In general, most materials are capable of scintillating.

It takes about 10^{-9} s ( 1 ns) for an atom to de-excite by giving off light. Atoms can , however, loose there energy by colliding with other atoms. Atoms which collide on time scales less than 1 ns could loose their energy via the collision instead of through the emmission of light.


At standard temperature and pressure, air has a velocity of about

[math]v_{air}^{STP} = 500 m/s[/math]

and a mean free path (distance between collisions) of 0.3 nm

this means the time between air molecule collision is about

[math]t= \frac{0.3 nm}{500 m/s} = 15 \times 10^{-12} sec \lt \lt 1 ns[/math]

This air can loose its energy via collisions instead of through the emmision of light.

The situation for your average solid isn't much better


[math]t_{collision}^{solid} = 0.1 ns[/math]

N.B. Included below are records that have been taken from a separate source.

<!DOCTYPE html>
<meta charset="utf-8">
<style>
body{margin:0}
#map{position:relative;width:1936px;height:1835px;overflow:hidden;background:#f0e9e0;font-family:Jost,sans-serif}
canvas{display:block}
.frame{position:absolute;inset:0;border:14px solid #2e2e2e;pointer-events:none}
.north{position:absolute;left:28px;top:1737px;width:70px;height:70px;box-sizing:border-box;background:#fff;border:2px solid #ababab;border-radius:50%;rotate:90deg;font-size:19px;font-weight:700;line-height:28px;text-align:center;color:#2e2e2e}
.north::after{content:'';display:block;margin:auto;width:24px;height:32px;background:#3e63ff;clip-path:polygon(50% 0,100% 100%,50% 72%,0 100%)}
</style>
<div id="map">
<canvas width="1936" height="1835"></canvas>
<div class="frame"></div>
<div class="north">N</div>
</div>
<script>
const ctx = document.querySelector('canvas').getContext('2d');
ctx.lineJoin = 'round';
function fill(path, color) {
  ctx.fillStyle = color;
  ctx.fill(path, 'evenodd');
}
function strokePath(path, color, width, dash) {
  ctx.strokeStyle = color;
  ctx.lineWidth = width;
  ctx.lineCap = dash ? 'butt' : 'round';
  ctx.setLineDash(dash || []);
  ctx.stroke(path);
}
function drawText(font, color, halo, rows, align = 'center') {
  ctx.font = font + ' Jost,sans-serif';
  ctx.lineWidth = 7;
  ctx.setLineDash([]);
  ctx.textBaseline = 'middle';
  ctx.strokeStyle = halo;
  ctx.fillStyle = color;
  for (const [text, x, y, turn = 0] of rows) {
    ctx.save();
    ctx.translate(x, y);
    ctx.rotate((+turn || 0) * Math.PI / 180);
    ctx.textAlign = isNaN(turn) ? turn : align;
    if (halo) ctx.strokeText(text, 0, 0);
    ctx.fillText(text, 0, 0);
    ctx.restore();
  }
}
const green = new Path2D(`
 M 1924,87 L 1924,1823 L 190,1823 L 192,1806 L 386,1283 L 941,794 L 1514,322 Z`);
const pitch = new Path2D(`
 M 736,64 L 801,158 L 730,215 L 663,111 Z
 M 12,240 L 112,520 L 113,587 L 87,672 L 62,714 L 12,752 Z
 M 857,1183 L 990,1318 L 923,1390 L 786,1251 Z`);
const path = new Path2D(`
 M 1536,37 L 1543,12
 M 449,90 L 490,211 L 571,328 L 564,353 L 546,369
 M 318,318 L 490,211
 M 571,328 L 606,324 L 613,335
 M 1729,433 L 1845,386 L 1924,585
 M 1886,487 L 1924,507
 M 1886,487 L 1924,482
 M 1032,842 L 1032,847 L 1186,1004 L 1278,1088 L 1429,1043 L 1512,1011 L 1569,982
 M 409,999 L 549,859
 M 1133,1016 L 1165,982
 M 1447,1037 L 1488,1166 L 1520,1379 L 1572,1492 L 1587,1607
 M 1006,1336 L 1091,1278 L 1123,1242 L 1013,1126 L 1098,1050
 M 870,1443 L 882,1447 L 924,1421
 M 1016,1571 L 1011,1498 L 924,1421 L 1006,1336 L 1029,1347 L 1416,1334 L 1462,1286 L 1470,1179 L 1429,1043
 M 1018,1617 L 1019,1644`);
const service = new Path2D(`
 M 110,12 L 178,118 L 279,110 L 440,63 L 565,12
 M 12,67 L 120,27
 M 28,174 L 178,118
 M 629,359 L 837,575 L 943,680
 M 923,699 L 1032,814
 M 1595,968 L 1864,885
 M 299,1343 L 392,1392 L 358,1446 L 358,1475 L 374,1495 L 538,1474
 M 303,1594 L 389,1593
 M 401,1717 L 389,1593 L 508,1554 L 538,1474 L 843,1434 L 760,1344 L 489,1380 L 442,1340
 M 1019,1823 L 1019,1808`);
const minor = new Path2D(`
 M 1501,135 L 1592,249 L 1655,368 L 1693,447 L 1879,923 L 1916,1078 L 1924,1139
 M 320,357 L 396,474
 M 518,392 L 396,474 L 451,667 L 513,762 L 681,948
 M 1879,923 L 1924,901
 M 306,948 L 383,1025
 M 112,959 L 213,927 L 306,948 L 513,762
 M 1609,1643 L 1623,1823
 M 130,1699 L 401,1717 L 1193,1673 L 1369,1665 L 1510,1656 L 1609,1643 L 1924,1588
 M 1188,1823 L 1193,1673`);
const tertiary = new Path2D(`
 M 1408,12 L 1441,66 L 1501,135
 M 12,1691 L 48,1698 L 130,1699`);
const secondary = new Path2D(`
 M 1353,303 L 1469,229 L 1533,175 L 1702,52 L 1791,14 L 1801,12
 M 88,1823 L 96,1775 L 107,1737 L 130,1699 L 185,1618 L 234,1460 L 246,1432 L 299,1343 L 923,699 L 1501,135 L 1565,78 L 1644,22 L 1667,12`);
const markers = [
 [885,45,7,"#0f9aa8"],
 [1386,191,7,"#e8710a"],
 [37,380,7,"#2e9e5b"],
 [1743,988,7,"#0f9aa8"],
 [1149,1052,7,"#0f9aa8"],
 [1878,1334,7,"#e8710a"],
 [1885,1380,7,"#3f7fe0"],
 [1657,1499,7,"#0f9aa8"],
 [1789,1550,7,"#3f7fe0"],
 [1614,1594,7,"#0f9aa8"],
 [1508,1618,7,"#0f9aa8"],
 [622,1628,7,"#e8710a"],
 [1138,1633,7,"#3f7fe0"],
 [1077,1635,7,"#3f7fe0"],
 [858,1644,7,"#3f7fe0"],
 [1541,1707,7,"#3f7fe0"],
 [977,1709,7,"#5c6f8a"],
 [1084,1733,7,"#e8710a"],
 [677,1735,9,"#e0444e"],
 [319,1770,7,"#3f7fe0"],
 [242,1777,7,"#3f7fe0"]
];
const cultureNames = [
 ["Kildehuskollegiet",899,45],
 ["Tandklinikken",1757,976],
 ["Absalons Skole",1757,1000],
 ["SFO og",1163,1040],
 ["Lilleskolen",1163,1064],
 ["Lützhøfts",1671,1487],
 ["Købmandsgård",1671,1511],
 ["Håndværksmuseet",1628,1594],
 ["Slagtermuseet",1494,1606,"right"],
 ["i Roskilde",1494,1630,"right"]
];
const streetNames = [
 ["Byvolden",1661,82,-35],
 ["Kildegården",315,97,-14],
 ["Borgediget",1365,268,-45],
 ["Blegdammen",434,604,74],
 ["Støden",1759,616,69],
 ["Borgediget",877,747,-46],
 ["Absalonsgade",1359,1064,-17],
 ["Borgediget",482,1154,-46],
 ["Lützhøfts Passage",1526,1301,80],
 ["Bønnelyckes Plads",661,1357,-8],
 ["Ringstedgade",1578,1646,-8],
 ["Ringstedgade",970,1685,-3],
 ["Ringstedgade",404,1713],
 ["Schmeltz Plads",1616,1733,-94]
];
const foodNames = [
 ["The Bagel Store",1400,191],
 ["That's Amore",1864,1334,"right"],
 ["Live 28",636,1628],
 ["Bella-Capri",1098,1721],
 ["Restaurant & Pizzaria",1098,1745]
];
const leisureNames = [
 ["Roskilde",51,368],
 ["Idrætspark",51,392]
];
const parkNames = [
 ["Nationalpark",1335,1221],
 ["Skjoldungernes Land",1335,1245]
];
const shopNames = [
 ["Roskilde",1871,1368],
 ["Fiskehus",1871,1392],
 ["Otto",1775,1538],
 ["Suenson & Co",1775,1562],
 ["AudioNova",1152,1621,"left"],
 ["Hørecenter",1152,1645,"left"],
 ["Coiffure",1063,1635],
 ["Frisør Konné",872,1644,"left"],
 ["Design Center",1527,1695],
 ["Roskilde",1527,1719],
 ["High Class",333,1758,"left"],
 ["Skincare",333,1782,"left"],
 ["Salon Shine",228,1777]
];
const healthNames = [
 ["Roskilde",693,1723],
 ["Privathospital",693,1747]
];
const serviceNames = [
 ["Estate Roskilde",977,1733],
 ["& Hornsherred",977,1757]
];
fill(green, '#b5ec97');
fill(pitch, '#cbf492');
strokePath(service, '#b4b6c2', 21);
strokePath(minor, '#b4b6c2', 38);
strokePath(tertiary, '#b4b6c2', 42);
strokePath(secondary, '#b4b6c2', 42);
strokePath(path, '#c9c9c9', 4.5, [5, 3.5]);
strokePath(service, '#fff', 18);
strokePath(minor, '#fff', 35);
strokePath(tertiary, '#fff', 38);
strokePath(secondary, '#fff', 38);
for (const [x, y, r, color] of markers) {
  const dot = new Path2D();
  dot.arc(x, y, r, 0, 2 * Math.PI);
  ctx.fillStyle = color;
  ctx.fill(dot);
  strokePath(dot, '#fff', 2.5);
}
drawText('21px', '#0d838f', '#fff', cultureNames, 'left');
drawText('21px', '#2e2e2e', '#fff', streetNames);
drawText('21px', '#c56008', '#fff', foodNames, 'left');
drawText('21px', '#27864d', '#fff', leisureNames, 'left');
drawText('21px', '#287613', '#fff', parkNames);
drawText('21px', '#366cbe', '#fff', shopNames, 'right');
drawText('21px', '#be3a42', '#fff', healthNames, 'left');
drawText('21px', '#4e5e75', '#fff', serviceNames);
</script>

An atom in a solid can collide with 10 other atoms before loosing energy by emmitting a photon.

Benzene/Toluene

Benzene, and it's less toxic cousin Toluene, is the magic material for producing scintillation light. The electrons on a Benzene ring are so loosely bound (de-localized) that they do not feel atomic collisions.


Vibration state

Having the atom de-excite through the emission of photons is just half of the problem. Getting the photons out of the material to a photon detector is the last half of the problem. Fortunately , there are vibrational states which allows atom to de-excite produce photons which are not able to excite the next Benzene ring the pass by. This makes the material transparent to the scintillation light.